▶ **PROBLEM DESCRIPTION**:
Reproduce, from the lines below, exactly the stretch that begins at the line containing "664,554 648,566 643,566" and ends at the line containing "Soto Y Gama</text>", both included.

EXERCISE DATA: Begin

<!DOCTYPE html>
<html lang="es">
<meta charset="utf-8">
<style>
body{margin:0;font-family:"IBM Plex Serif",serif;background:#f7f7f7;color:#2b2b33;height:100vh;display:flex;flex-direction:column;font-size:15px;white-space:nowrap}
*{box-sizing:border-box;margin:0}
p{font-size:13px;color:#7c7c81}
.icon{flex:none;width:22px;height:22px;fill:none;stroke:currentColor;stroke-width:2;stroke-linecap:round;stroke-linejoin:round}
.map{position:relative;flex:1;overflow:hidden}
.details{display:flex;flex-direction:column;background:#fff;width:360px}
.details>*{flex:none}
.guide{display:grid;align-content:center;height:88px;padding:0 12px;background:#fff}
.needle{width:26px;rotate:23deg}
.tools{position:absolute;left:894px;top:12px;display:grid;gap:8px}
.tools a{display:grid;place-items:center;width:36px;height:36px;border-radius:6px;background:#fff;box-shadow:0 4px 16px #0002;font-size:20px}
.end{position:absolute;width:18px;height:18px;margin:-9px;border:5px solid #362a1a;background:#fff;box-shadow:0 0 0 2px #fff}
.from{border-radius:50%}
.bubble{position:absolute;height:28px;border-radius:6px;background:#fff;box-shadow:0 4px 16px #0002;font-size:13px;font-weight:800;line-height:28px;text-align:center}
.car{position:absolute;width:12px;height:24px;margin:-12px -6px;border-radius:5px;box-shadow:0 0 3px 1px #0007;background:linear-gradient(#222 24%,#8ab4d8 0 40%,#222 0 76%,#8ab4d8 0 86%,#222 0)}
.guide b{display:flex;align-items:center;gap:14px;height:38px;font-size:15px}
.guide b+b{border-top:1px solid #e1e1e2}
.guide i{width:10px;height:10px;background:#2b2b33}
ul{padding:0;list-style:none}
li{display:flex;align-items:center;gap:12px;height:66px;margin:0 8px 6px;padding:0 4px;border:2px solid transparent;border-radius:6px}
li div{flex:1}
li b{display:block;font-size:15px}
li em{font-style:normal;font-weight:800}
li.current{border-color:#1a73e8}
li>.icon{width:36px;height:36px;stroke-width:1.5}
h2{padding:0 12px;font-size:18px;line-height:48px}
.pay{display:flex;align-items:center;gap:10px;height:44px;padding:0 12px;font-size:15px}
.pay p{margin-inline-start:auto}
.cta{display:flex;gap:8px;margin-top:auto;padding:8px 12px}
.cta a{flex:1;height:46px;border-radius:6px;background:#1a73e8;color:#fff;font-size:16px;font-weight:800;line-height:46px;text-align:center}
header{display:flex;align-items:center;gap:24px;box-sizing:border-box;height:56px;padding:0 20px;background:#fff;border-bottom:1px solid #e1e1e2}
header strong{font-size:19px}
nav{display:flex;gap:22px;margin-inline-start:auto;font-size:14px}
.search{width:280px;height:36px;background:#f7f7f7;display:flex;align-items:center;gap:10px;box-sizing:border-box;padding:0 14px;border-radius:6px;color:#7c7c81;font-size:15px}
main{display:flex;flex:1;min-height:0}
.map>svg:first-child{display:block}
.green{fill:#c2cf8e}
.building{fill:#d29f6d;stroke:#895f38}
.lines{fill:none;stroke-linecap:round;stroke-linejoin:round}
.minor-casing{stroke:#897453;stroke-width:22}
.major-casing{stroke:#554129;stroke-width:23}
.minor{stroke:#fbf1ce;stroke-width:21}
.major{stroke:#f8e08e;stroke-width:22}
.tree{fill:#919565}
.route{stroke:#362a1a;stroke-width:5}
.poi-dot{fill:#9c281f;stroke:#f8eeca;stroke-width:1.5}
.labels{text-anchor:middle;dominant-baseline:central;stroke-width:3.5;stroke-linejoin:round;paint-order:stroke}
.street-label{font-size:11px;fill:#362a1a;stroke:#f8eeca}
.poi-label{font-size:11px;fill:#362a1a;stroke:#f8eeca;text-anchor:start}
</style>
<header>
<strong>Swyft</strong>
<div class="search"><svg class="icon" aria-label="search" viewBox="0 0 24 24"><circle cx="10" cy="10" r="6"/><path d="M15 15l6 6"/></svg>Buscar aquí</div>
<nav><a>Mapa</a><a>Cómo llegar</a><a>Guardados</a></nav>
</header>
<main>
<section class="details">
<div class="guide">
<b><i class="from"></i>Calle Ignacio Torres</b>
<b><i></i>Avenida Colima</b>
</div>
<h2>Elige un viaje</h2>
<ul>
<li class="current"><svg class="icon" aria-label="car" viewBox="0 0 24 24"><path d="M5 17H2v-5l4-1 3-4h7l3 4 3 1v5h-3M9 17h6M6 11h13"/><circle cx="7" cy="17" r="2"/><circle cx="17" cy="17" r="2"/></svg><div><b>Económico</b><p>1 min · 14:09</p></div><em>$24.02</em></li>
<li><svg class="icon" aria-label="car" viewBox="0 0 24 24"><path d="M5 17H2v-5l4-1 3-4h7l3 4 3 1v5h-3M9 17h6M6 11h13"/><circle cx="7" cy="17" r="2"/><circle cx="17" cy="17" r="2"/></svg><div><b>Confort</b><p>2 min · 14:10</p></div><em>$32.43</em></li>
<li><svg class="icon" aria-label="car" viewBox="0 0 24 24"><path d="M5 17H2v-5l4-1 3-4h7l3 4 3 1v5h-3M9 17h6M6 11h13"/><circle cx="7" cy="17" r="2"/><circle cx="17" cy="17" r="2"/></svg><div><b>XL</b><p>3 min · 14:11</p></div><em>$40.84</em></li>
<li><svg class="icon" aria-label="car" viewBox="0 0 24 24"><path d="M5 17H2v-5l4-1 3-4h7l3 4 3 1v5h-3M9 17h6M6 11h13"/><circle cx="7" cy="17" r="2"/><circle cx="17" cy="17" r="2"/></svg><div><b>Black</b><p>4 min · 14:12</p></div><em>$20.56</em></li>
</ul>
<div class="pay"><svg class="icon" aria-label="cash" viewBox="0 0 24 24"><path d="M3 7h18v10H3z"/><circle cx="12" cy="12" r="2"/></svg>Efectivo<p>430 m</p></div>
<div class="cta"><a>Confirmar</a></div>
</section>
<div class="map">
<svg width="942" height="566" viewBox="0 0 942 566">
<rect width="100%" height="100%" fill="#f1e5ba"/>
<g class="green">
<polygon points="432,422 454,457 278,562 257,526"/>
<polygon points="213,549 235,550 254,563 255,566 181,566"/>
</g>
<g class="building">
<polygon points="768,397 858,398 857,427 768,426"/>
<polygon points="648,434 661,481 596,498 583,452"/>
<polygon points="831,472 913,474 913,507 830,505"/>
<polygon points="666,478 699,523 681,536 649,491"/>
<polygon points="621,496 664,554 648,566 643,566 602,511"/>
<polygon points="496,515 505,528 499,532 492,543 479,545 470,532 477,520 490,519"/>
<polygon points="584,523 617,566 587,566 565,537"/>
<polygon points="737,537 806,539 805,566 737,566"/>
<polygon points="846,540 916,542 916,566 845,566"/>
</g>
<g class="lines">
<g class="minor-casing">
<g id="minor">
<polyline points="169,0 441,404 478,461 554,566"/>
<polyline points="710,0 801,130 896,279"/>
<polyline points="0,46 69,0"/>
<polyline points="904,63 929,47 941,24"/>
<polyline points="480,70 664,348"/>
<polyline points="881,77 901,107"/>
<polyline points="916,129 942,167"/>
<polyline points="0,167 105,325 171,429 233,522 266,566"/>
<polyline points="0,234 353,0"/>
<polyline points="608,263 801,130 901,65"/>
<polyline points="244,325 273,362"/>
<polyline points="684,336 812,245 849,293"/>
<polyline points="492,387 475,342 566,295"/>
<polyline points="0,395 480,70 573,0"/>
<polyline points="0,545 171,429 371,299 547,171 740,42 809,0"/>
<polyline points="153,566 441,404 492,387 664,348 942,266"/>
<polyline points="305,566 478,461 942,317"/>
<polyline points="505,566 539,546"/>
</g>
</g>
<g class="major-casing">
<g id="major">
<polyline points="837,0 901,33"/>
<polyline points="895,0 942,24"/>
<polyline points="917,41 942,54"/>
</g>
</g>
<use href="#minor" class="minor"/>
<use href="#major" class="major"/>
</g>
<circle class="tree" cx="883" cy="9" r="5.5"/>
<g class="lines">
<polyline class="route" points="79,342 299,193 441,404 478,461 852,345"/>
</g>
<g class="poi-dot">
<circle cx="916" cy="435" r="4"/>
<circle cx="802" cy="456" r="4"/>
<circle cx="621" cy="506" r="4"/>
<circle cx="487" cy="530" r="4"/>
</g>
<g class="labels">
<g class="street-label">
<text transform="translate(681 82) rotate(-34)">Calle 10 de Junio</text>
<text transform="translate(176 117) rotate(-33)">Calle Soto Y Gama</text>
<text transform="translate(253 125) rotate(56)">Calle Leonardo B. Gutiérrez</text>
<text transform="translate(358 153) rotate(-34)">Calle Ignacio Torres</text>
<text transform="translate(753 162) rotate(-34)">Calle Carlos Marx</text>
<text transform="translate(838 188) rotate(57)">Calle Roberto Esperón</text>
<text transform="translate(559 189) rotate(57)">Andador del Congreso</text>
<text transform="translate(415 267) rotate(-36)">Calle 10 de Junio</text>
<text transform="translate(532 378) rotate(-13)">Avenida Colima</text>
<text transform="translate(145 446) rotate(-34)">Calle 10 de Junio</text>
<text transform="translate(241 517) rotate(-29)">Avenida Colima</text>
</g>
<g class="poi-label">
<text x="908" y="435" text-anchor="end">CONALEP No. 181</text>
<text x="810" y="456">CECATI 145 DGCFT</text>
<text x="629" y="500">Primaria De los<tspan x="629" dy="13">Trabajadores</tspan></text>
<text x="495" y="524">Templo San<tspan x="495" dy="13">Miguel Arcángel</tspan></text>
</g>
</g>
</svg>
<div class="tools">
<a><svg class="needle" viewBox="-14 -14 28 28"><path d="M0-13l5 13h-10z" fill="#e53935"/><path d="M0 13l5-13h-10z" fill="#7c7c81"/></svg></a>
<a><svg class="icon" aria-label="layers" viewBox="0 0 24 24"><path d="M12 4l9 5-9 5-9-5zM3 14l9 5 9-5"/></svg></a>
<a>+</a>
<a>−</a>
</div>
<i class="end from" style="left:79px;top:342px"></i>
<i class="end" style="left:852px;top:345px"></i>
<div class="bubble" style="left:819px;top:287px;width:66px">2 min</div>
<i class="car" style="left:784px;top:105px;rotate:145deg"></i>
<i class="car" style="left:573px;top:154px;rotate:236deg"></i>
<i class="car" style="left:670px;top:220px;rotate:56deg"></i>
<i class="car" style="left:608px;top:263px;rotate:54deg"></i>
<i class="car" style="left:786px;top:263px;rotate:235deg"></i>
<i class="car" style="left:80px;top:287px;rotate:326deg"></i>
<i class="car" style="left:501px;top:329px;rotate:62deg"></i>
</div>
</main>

EXERCISE DATA: End

▶ **TASK RESULT**:
<polygon points="621,496 664,554 648,566 643,566 602,511"/>
<polygon points="496,515 505,528 499,532 492,543 479,545 470,532 477,520 490,519"/>
<polygon points="584,523 617,566 587,566 565,537"/>
<polygon points="737,537 806,539 805,566 737,566"/>
<polygon points="846,540 916,542 916,566 845,566"/>
</g>
<g class="lines">
<g class="minor-casing">
<g id="minor">
<polyline points="169,0 441,404 478,461 554,566"/>
<polyline points="710,0 801,130 896,279"/>
<polyline points="0,46 69,0"/>
<polyline points="904,63 929,47 941,24"/>
<polyline points="480,70 664,348"/>
<polyline points="881,77 901,107"/>
<polyline points="916,129 942,167"/>
<polyline points="0,167 105,325 171,429 233,522 266,566"/>
<polyline points="0,234 353,0"/>
<polyline points="608,263 801,130 901,65"/>
<polyline points="244,325 273,362"/>
<polyline points="684,336 812,245 849,293"/>
<polyline points="492,387 475,342 566,295"/>
<polyline points="0,395 480,70 573,0"/>
<polyline points="0,545 171,429 371,299 547,171 740,42 809,0"/>
<polyline points="153,566 441,404 492,387 664,348 942,266"/>
<polyline points="305,566 478,461 942,317"/>
<polyline points="505,566 539,546"/>
</g>
</g>
<g class="major-casing">
<g id="major">
<polyline points="837,0 901,33"/>
<polyline points="895,0 942,24"/>
<polyline points="917,41 942,54"/>
</g>
</g>
<use href="#minor" class="minor"/>
<use href="#major" class="major"/>
</g>
<circle class="tree" cx="883" cy="9" r="5.5"/>
<g class="lines">
<polyline class="route" points="79,342 299,193 441,404 478,461 852,345"/>
</g>
<g class="poi-dot">
<circle cx="916" cy="435" r="4"/>
<circle cx="802" cy="456" r="4"/>
<circle cx="621" cy="506" r="4"/>
<circle cx="487" cy="530" r="4"/>
</g>
<g class="labels">
<g class="street-label">
<text transform="translate(681 82) rotate(-34)">Calle 10 de Junio</text>
<text transform="translate(176 117) rotate(-33)">Calle Soto Y Gama</text>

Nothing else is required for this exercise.